Eukaryotic cells are highly compartmentalized into distinct membrane-bound organelles. Molecule transfer between these organelles involves membrane fusion between vesicles, a process that is tightly controlled owing to the unique composition of proteins and lipids in each cell compartment. Central to this fusion process is the function of the SNARE proteins, a family of integral membrane proteins present on both vesicle (v-SNARE) and target (t-SNARE) membranes.11 These molecules are presumed to determine the specificity as well as the rate of the fusion reaction.
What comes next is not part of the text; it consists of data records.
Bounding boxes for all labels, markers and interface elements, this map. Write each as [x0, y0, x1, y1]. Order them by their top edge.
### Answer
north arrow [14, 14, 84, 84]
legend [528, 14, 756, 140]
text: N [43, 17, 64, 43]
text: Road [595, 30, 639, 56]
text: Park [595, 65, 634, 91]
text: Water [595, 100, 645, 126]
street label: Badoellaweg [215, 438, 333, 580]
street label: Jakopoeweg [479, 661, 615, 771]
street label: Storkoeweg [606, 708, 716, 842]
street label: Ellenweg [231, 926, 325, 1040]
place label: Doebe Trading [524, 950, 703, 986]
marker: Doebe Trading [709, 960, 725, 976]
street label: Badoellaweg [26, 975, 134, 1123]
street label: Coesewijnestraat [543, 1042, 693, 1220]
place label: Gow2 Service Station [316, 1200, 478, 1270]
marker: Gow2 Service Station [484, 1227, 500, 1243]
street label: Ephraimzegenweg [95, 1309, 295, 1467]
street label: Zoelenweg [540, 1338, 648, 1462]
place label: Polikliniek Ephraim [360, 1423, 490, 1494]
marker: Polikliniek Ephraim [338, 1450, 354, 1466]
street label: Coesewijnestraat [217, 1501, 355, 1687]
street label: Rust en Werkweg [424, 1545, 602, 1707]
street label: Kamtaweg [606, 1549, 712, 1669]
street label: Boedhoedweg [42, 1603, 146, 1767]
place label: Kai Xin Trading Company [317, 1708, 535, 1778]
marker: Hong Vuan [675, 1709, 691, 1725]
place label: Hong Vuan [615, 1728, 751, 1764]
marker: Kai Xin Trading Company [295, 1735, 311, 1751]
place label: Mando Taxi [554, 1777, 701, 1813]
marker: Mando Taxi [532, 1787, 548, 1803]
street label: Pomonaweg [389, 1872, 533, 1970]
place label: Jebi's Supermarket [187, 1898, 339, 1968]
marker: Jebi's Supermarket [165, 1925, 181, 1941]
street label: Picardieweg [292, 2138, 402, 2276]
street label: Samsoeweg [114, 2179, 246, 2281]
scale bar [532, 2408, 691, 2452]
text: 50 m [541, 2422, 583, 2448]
A second family of proteins called Sec1/Munc18 (SM) proteins also seems to be involved in determining the specificity of SNARE-mediated membrane fusion.12- 14 However, owing to variability in their function in different systems,
there is no consensus as to their exact role, site of action, and relation to SNARE proteins.12 Homozygous loss-of-function mutations in VPS33B encoding a member of the SM family was recently shown to cause ARC syndrome and abnormal trafficking of surface-expressed proteins in the liver.5 Despite the conspicuous presence of cutaneous abnormalities in ARC syndrome, little is currently known about the consequence of abnormal VPS33B function during skin differentiation.
In the present study, a deleterious mutation in VPS33B was shown to result in impaired secretion of lamellar granules, which is likely to contribute to the development of ichthyosis in ARC syndrome. The yeast homologue of the VPS33B protein, Vps33p,
a class C vps protein, is required for vacuolar biogenesis and plays a key role in protein trafficking from Golgi to vacuole.15 Mutations in class C vps proteins have been shown to result in intracellular acid-base imbalance, amino acid pool deficiency, and temperature-sensitive growth failure in yeast.16 Interestingly, lamellar granules are considered as being part or at least being derived from the Golgi system,6 suggesting that cutaneous manifestations in ARC syndrome may be the result of abnormal intracellular organelle trafficking. Surprisingly, loss of function of VPS33B analogues in Drosophila and mouse models leads to relatively minor clinical symptoms. In Drosophila, the hypomorphic carnation (car) allele of the Vps33 homologue causes the carnation eye color phenotype.17 In mice, the Buff (bf) phenotype, characterized by coat-color hypopigmentation, mild platelet storage pool deficiency,
and little if any effect on lysosomal function, is caused by mutations in the Vps33a gene.18 The existence of 2 homologues of the yeast Vps33p protein in multicellular organisms may explain the significant differences between the mouse and fly phenotypes and ARC syndrome.19 Several types of ichthyosis are associated with mutations in genes involved in lamellar granule function. In Harlequin and lamellar ichthyosis, mutations in ABCA12 cause defective lipid transport due to abnormal lipid loading in lamellar granules, and consequent abnormal cornification.20 Likewise, as often seen in ARC syndrome,
severe lamellar ichthyosis developed late after birth in CEDNIK syndrome and is the result of impaired lamellar granule maturation and secretion.9 The present study indicates that ARC syndrome can be considered as part of this revealing group of cornification disorders. Despite the fact that both ARC and CEDNIK syndromes result from abnormal function of proteins involved in vesicle fusion5,21 leading to impaired lamellar granule secretion, lamellar granule maturation was normal in ARC syndrome,
whereas it is markedly abnormal in CEDNIK syndrome.9 Thus, these observations may be interpreted to suggest that in keratinocytes, VPS33B is involved mainly in regulating exocytosis, whereas SNAP29 is additionally involved in vesicle cargo loading in the Golgi system. In conclusion, we have demonstrated that lamellar granule secretion is impaired in ARC syndrome, underscoring the importance of SNARE-mediated vesicle fusion during normal epidermal differentiation.